I think it’s safe to say that everyone loves receiving personalized invitations to weddings and parties. We like to see and hear our name. We like to feel chosen. On the other hand, we’re less inclined to respond to a generalized “Who wants to come to my wedding?”

The same concept applies to our professional lives. In fact, the inspiration for this blog post came from my experience in Toastmasters, a professional development organization focused on building communication and leadership skills.

Each Toastmasters meeting involves a rotating cast of volunteer functionaries that facilitate impromptu speaking, prepared speeches, and constructive evaluations. Each Toastmasters club also has a rotating board of officers that often face the following challenges:

  • Getting visitors/guests to become official dues-paying members.
  • Getting members to volunteer for functionary roles each meeting.
  • Getting members to step into leadership roles each term.

These roadblocks likely exist in every volunteer-run organization, especially when participants have other commitments like children or paying jobs. What I’ve found that makes a huge difference in getting volunteers to say “YES” is to extend a personal invitation.

What do you mean by personal invitation?

When you ask a roomful of people, “Who wants to step up and take a meeting role next week?” something called the bystander effect takes place. Usually the bystander effect is used to explain emergency situations where individuals don’t intervene or help in the presence of others.

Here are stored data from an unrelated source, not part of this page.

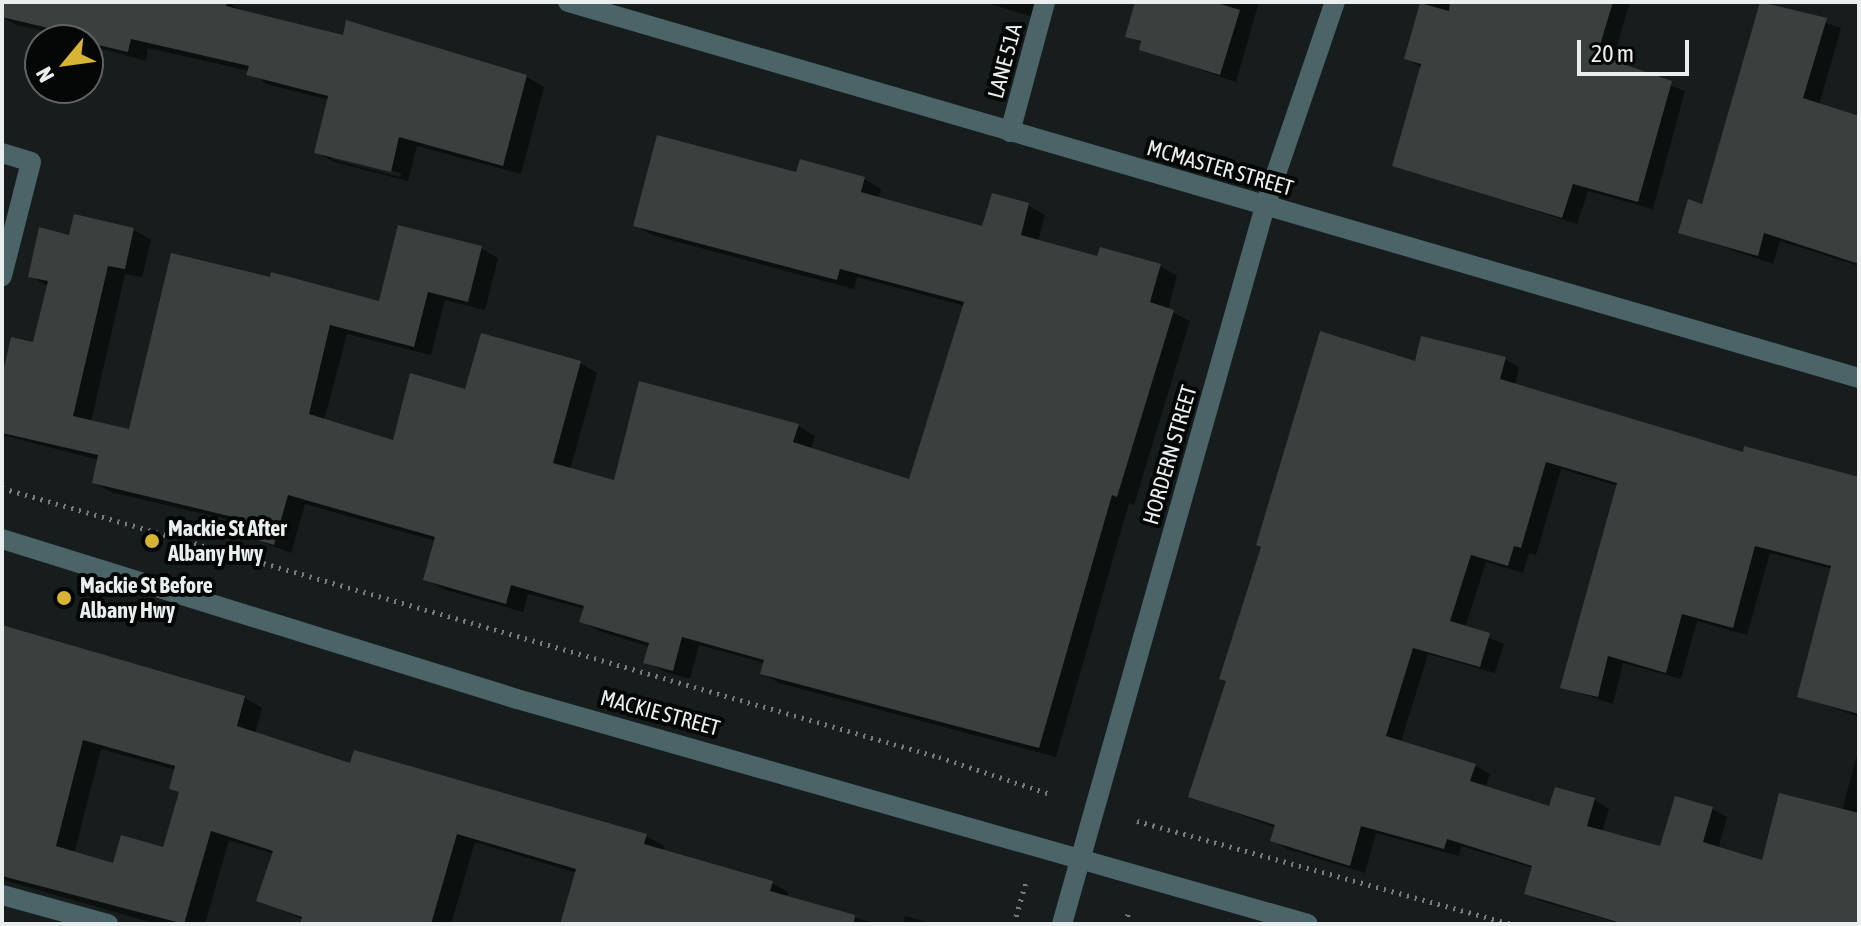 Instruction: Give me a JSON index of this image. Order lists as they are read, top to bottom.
{
  "streets": {
    "street": [
      "LANE 51A",
      "MCMASTER STREET",
      "HORDERN STREET",
      "MACKIE STREET"
    ]
  },
  "crossings": [
    ["LANE 51A", "MCMASTER STREET"],
    ["MCMASTER STREET", "HORDERN STREET"],
    ["HORDERN STREET", "MACKIE STREET"]
  ],
  "places": ["Mackie St After Albany Hwy", "Mackie St Before Albany Hwy"],
  "scale_bar": "20 m",
  "north": "bottom left"
} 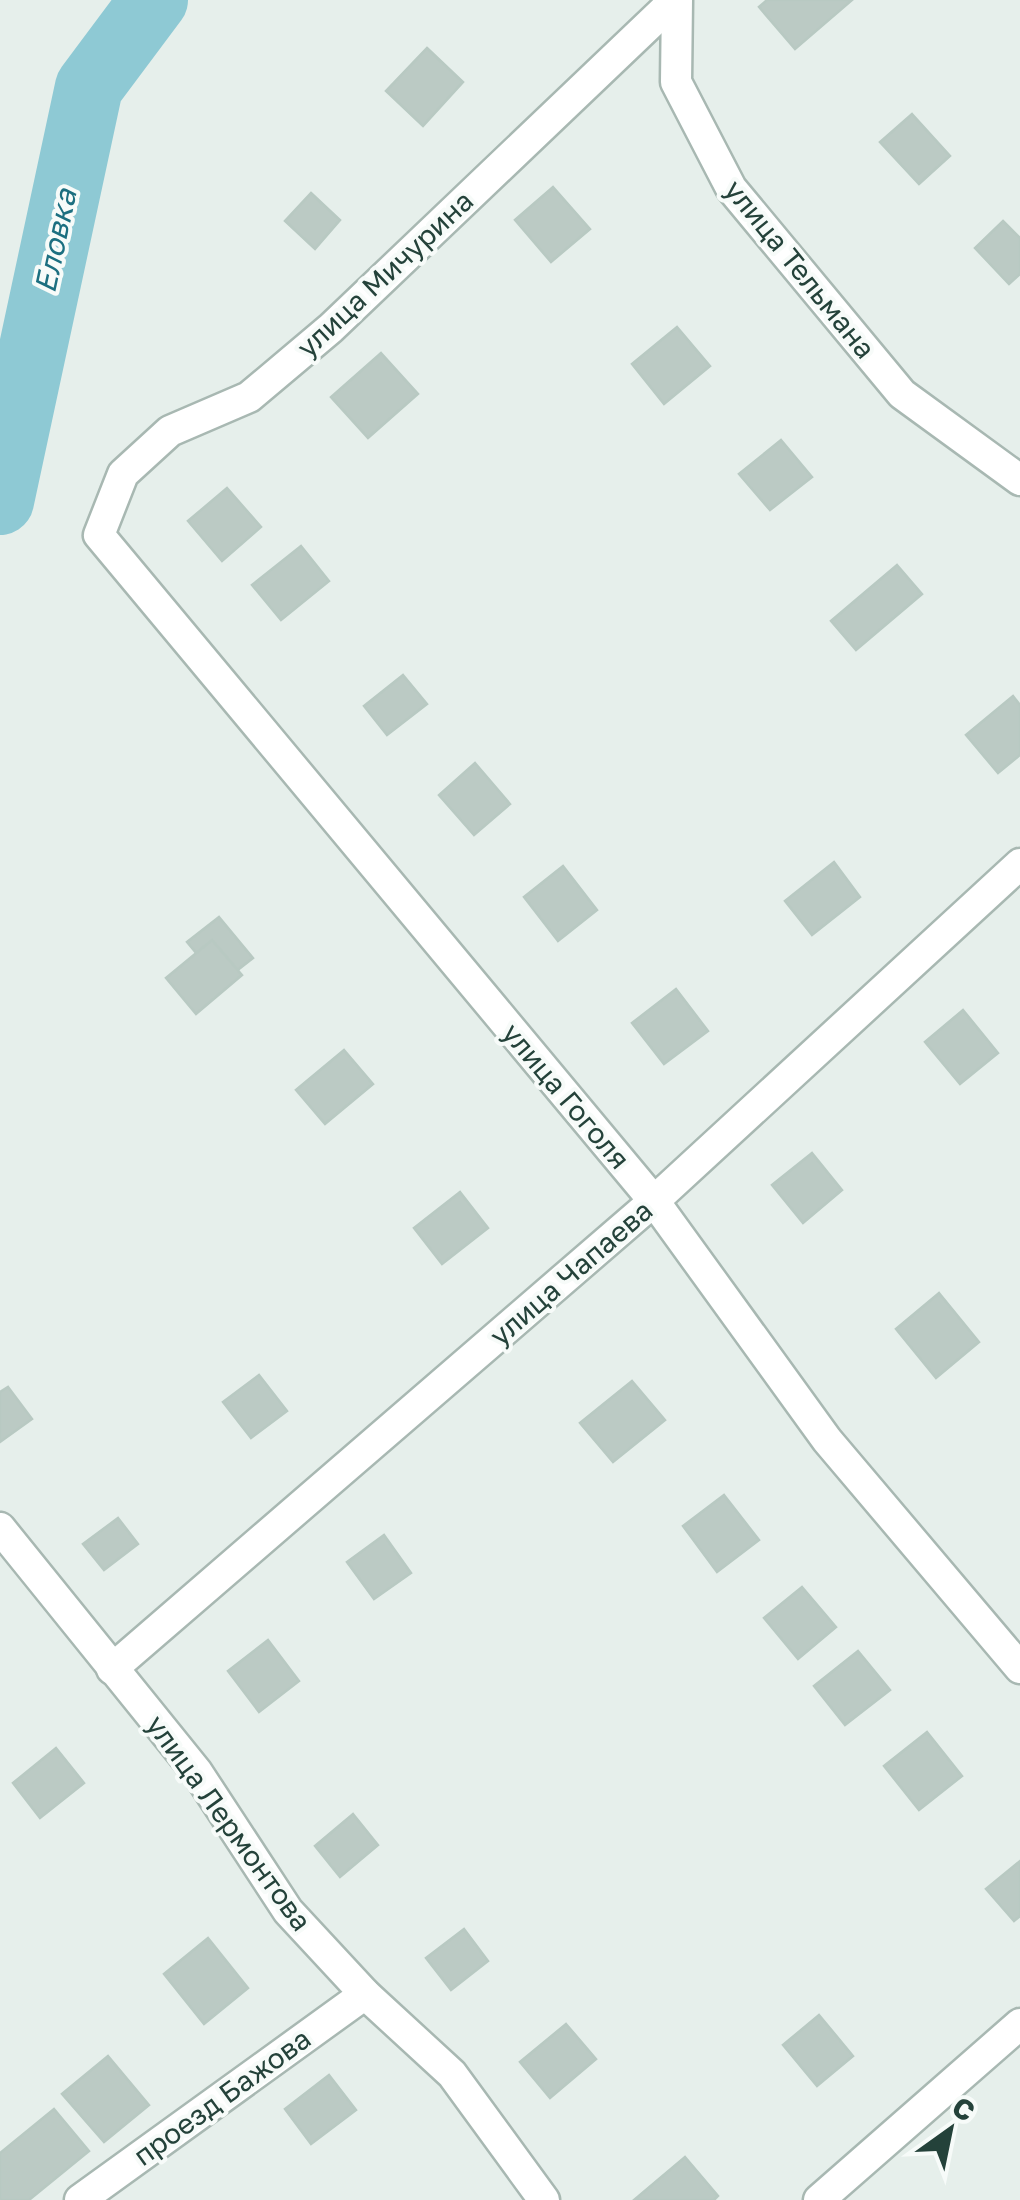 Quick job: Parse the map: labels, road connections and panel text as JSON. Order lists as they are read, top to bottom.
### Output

You’ve seen it in work meetings when everyone’s eyes dart around the room, expecting or hoping someone else will take the opportunity. But when you ask a specific person, the bystander effect is eliminated. Below are three ways to leverage the power of an invitation.

Make It Personal

… and what’s more personal than using someone’s name? Whether you’re leading a meeting or writing an email, think of 1-3 people who could most benefit from the opportunity you’re presenting. Use language like, “Allison, would you like to step up and take a meeting role next week?”

This lets colleagues know you care about their development within the organization and encourages YOU as a leader to know who’s in the room. What’s equally important is making space for constituents to decline your direct request, but they’ll be on their toes for next time!

PRO TIP: Ever wonder why email newsletters start with your first name? Most marketing platforms have the ability to pull this information from a database you upload. For a small email campaign, use a Gmail extension like Yet Another Mail Merge.

Make It Specific

One of the main reasons you might not receive an immediate “YES” is because the audience doesn’t know what they’re agreeing to. Make your request simple and specific. If you’re sensing hesitation from the room, dial down the commitment. YOU might need to make adjustments as the leader.

Offer mentorship, whether it’s a small task or long-term leadership role. If you’re not willing to mentor, ask another experienced group member. No one wants to raise their hand if they feel like they might fail. Studying group dynamics and practicing emotional intelligence will come in handy here.

DISCLAIMER: Craft a custom solution based on these points. Individuals behave differently when called-out in a real-time meeting, versus privately over email. Try several approaches to see what works best for the group. Investing in this level of care will pay off in the end.

Make It Easy

Imagine an engagement proposal where your partner gets on one knee and gives a beautiful speech but doesn’t actually ask, “Will you marry me?” You’re not even sure that’s what they’re asking. While it’s unlikely in this scenario, let’s talk about the professional equivalent.

For example, if you’ve written a long email and buried the lead, most people will (1) not remember all the details you’re trying to communicate and (2) not respond to a convoluted question you’ve maybe asked. It might be clear in your mind, but is it clear to others?

Make it easy for someone to say YES.

Whether written or verbal, state your invitation in less than ten words. If you’ve already made it personal and specific, this should come naturally. Once you receive the initial agreement, you can communicate additional resources and project specs later on.

Ultimately, many external factors will play into your ask; some will be in your control and others won’t. To maximize your success rate, create a safe space without shaming a group of shy volunteers or pressuring someone into saying yes to check your own box.

As a leader, if you take a genuine interest in the personal and professional growth of your constituents, they’re more likely to trust you enough to take on new challenges in the future. Don’t expect everyone to learn at your pace. Meet them where they are, and others will do the same for you.